(Taiwan, ROC) – Republik Rakyat Tiongkok (RRT) terus membahas kedaulatannya atas Taiwan dan dasar hukum “Prinsip Satu Tiongkok” di komunitas internasional. Kementerian Luar Negeri Taiwan (MOFA) secara tegas membantah hal ini dan menegaskan kembali kedaulatan Taiwan, serta menekankan bahwa Taiwan tidak akan tunduk pada pemaksaan politik dan tekanan diplomatik dari pemerintah RRT. Taiwan akan terus menjunjung tinggi nilai-nilai demokrasi dan kebebasan, secara aktif bergabung dengan negara-negara sahabat diplomatik dan yang memiliki idealisme serupa untuk menjaga demokrasi, perdamaian, dan stabilitas wilayah maupun secara global.
Dalam Forum Boao, negara di Karibia, Dominika mendeklarasikan “dukungannya akan prinsip satu Tiongkok, menganjurkan reunifikasi Taiwan secara damai, kembali ke pelukan RRT.”
MOFA dengan sungguh-sungguh membantah pernyataan tersebut dan menyatakan bahwa tidak ada negara yang berhak mengingkari status kedaulatan Taiwan. Status kedaulatan Taiwan tidak terpengaruh dengan kepercayaan yang tidak benar. Juru bicara MOFA, Jeff Liu (劉永健) mengatakan, “Republik Tiongkok, Taiwan merupakan sebuah negara yang berdaulat dan merdeka, serta tidak berafiliasi dengan Republik Rakyat Tiongkok. RRT tidak pernah memerintah Taiwan. Ini adalah fakta dikenal dunia dan juga merupakan status quo objektif.”

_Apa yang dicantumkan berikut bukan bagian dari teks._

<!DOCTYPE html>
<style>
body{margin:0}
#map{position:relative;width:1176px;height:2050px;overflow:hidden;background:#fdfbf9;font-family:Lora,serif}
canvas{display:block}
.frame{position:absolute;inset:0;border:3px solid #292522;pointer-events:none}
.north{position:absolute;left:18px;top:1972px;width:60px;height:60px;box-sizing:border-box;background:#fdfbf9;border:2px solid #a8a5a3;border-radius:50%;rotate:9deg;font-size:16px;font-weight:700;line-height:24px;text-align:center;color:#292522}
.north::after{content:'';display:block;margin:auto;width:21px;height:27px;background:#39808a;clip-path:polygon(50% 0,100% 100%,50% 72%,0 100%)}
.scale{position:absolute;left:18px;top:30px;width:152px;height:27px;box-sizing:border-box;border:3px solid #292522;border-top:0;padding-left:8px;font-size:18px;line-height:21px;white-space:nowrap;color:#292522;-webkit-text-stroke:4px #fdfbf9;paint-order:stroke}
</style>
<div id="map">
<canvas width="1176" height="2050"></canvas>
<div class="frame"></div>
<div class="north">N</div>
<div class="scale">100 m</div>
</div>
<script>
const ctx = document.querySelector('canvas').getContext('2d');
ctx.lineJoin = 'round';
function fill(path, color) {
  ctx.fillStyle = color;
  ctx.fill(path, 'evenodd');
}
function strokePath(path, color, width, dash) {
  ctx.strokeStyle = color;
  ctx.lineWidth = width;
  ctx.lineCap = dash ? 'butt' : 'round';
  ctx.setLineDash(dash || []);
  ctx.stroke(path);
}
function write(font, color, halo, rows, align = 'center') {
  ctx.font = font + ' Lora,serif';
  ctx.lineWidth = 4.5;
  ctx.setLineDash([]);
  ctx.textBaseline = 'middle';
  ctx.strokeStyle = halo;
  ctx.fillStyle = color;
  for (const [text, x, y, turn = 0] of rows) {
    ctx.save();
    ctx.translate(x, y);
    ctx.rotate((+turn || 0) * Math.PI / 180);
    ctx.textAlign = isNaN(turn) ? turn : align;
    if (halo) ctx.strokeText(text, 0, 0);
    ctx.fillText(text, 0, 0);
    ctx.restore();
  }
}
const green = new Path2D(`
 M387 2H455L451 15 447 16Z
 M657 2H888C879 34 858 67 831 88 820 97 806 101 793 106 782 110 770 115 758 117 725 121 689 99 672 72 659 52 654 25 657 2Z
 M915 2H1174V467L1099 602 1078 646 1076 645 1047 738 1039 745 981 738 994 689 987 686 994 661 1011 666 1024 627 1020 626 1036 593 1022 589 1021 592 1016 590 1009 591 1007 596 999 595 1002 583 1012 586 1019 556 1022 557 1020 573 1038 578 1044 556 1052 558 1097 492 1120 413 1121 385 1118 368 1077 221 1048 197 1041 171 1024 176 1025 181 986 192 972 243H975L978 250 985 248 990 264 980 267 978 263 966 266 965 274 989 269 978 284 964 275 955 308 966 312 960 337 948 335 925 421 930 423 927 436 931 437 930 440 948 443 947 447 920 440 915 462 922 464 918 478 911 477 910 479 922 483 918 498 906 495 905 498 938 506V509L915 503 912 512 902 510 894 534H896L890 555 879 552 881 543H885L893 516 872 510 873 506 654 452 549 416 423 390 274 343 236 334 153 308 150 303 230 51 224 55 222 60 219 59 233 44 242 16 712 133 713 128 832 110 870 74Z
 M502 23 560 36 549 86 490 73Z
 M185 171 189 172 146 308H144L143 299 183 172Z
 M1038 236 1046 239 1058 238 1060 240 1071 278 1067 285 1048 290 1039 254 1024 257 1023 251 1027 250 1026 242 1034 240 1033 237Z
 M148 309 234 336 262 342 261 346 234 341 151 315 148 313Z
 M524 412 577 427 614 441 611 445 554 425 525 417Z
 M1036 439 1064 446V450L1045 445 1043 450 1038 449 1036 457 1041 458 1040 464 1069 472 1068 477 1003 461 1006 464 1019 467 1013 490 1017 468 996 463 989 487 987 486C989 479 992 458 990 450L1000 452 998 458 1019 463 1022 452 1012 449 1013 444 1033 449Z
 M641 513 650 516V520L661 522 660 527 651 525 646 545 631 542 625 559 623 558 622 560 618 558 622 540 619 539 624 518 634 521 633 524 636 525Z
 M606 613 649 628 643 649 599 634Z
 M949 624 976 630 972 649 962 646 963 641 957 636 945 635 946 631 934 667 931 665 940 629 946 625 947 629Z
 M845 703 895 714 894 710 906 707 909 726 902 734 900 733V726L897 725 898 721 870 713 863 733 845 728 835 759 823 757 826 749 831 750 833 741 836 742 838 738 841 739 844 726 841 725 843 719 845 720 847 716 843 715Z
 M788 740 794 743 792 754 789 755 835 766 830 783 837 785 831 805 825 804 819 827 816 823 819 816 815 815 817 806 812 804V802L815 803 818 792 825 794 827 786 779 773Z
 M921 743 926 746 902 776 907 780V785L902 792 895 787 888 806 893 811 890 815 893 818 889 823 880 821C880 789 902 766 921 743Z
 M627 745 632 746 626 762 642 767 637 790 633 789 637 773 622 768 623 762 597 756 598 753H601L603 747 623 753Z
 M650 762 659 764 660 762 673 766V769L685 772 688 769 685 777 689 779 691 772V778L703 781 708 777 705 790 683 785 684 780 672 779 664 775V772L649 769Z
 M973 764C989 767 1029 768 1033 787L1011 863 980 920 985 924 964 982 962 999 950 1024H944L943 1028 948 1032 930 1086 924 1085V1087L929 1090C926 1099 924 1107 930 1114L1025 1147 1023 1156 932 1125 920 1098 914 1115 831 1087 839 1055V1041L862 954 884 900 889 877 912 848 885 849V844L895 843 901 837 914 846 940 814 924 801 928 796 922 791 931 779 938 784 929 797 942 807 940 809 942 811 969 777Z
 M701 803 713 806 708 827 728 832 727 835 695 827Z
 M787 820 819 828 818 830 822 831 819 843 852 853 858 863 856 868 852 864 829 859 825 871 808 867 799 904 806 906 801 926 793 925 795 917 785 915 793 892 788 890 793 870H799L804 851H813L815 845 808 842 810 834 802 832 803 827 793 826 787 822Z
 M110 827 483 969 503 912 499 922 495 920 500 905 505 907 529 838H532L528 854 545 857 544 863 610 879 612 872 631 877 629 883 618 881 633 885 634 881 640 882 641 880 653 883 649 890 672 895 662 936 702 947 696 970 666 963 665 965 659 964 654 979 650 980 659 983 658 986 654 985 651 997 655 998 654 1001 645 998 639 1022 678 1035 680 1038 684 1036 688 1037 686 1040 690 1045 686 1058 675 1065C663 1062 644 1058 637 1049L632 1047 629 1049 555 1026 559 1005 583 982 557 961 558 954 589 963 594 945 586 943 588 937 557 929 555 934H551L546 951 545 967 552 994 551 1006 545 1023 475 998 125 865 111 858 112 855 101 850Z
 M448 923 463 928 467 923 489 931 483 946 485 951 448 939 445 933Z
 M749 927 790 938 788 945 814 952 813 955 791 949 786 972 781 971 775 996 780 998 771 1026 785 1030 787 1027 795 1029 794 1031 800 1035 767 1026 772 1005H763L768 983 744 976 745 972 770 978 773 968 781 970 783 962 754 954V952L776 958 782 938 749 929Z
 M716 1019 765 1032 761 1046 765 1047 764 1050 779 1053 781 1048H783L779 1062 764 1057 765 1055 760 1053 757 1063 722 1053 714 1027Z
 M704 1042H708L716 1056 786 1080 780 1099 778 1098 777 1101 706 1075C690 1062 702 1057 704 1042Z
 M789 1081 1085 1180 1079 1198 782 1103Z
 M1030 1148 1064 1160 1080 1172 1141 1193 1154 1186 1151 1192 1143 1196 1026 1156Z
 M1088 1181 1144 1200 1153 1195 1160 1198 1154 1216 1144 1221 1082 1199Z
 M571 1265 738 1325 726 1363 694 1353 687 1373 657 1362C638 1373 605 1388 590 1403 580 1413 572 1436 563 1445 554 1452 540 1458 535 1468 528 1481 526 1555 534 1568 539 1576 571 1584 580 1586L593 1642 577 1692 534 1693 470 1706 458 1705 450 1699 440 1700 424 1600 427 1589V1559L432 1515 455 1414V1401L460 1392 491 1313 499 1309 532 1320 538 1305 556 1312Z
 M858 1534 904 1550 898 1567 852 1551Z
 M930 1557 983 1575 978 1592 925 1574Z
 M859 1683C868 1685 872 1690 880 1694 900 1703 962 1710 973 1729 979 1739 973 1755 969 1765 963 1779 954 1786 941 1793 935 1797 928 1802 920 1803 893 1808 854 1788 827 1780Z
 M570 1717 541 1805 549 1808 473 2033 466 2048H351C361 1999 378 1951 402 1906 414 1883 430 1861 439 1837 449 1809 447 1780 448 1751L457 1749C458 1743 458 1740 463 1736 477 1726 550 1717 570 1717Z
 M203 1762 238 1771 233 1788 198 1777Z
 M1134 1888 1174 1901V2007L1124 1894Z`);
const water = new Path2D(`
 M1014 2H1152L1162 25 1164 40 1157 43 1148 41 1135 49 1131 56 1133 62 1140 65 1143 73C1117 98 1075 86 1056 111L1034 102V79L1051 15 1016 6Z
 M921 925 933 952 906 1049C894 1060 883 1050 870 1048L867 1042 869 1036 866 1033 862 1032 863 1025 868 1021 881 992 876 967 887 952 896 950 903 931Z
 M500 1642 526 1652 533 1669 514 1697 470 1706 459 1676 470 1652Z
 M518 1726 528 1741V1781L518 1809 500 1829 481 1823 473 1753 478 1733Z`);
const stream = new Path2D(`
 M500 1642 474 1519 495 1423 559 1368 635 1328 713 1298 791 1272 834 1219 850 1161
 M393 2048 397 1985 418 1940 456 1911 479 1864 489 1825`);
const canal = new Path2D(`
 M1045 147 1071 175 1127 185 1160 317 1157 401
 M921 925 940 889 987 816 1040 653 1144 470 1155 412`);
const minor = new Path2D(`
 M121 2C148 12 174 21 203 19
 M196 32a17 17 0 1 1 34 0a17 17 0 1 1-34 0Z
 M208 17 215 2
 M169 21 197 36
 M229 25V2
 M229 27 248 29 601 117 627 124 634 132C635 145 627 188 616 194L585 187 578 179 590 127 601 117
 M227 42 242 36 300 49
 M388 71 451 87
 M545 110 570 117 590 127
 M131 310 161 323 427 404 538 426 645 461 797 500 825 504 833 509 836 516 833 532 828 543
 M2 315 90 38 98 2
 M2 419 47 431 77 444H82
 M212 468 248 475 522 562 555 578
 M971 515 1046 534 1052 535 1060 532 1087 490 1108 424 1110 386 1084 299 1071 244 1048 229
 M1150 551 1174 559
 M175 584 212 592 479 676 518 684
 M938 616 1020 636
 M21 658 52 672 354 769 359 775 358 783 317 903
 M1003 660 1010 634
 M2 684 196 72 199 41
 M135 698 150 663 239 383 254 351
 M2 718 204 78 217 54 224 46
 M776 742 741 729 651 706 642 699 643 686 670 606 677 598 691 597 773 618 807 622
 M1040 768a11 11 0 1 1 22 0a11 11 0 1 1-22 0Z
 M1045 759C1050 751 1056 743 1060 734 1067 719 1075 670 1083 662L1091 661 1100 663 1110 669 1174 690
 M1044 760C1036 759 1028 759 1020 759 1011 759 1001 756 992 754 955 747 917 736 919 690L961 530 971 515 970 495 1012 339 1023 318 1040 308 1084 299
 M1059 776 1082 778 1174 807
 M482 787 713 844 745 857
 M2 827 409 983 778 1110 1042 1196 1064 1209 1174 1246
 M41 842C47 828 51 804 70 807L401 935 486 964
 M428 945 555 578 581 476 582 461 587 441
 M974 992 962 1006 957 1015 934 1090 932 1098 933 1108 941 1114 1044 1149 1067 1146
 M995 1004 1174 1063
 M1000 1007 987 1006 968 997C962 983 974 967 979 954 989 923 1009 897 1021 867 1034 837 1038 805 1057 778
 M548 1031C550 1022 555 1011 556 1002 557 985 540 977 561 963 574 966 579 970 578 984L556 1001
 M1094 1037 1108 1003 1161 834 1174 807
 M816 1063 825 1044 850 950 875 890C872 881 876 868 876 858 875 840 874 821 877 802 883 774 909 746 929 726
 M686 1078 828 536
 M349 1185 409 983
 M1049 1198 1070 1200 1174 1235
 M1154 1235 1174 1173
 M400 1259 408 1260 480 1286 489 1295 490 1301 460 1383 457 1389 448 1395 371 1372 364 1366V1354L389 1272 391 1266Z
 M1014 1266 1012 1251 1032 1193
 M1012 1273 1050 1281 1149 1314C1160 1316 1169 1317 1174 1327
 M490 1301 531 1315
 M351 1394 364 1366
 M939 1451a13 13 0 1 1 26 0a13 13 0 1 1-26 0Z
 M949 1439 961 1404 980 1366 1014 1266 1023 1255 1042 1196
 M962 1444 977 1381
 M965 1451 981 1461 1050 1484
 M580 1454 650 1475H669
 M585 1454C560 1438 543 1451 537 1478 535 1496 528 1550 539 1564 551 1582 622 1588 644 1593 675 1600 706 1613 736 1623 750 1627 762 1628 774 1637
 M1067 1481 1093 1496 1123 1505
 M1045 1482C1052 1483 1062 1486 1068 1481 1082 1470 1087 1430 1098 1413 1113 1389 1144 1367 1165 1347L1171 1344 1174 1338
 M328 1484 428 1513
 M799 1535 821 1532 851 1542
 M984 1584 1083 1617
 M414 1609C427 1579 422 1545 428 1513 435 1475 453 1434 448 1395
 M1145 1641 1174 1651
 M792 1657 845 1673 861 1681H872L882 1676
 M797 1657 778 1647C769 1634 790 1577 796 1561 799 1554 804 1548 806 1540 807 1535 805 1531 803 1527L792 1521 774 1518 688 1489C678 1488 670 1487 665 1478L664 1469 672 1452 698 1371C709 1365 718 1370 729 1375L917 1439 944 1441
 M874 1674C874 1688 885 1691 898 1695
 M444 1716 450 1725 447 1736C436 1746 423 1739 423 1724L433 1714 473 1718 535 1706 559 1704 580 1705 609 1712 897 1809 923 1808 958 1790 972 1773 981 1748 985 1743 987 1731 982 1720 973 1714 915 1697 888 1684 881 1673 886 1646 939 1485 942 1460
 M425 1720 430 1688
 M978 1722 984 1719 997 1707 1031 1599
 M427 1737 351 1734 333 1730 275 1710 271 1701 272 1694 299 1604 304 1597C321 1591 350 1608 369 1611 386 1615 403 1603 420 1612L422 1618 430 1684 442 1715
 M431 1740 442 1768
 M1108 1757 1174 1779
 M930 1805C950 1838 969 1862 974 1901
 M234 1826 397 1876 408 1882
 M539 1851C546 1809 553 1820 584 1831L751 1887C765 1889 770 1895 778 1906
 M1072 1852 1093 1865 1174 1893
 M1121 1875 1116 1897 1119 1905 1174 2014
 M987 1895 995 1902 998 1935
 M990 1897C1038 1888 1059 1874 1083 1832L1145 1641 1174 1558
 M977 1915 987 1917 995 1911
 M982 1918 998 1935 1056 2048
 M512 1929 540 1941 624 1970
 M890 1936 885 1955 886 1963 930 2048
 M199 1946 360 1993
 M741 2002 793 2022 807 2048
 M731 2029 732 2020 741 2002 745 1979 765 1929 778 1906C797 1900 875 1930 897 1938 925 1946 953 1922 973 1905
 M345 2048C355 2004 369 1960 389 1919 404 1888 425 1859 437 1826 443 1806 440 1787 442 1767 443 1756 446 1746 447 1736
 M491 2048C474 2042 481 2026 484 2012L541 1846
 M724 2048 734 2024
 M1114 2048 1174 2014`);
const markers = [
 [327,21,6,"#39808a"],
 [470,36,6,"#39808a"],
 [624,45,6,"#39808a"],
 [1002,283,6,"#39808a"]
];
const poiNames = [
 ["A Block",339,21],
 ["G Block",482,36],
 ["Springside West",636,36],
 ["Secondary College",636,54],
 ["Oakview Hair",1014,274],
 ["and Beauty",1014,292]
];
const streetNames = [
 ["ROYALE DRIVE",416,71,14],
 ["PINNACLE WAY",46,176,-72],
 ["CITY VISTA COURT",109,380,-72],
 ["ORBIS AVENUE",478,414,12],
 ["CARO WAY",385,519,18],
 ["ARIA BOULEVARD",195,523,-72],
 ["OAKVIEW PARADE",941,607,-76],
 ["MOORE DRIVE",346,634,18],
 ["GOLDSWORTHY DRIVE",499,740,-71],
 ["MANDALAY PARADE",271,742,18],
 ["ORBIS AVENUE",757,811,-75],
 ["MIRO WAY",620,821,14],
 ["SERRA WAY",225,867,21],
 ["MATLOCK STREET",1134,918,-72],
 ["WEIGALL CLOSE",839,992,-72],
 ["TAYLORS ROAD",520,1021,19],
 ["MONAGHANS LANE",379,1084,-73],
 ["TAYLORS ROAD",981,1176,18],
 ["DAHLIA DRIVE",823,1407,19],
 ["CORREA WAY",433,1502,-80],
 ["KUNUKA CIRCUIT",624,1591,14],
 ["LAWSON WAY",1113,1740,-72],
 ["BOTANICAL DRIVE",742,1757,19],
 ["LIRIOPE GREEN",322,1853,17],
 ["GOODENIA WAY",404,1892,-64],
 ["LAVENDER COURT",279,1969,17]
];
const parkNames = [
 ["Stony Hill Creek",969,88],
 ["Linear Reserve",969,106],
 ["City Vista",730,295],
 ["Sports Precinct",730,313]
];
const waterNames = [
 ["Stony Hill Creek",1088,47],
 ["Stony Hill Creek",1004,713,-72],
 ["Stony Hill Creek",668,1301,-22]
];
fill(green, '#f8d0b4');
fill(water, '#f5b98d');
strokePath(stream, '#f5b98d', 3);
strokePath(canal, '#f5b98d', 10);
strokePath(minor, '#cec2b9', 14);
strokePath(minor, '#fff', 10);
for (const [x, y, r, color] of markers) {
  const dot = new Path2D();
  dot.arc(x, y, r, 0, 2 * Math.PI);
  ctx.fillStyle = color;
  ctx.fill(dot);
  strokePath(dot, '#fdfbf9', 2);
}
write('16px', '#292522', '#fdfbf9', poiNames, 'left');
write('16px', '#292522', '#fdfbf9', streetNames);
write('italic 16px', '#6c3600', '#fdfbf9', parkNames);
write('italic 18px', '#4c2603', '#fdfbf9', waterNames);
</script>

RRT terus meremehkan kedaulatan Taiwan melalui berbagai forum. Sebagai contoh, Rusia setelah pemilihan presiden pada tahun ini menyatakan, bahwa “hubungan antar-selat murni merupakan urusan dalam negeri dan Taiwan merupakan bagian wilayah RRT yang tidak terpisahkan.” Pemimpin RRT dan Rusia dalam percakapan telepon di bulan Februari menyampaikan, bahwa mereka mematuhi prinsip satu Tiongkok dan “menentang provokasi Taiwan ke RRT.” Ketika Nauru memutuskan hubungan diplomatik dengan Taiwan, pihaknya mengajukan prinsip satu Tiongkok yang sejalan dengan Resolusi 2758 Majelis Umum Perserikatan Bangsa-Bangsa (PBB). Ketika menghadiri Konferensi Keamanan Munich, Menteri Luar Negeri RRT kembali menegaskan bahwa Taiwan merupakan bagian dari RRT dan isu-isu terkait dengan Taiwan adalah urusan dalam negeri RRT. MOFA mengecam otoritas Beijing yang berkali-kali menyesatkan masyarakat internasional dan berusaha untuk menggunakan prinsip satu Tiongkok untuk membentuk dasar hukum bahwa Taiwan merupakan milik RRT.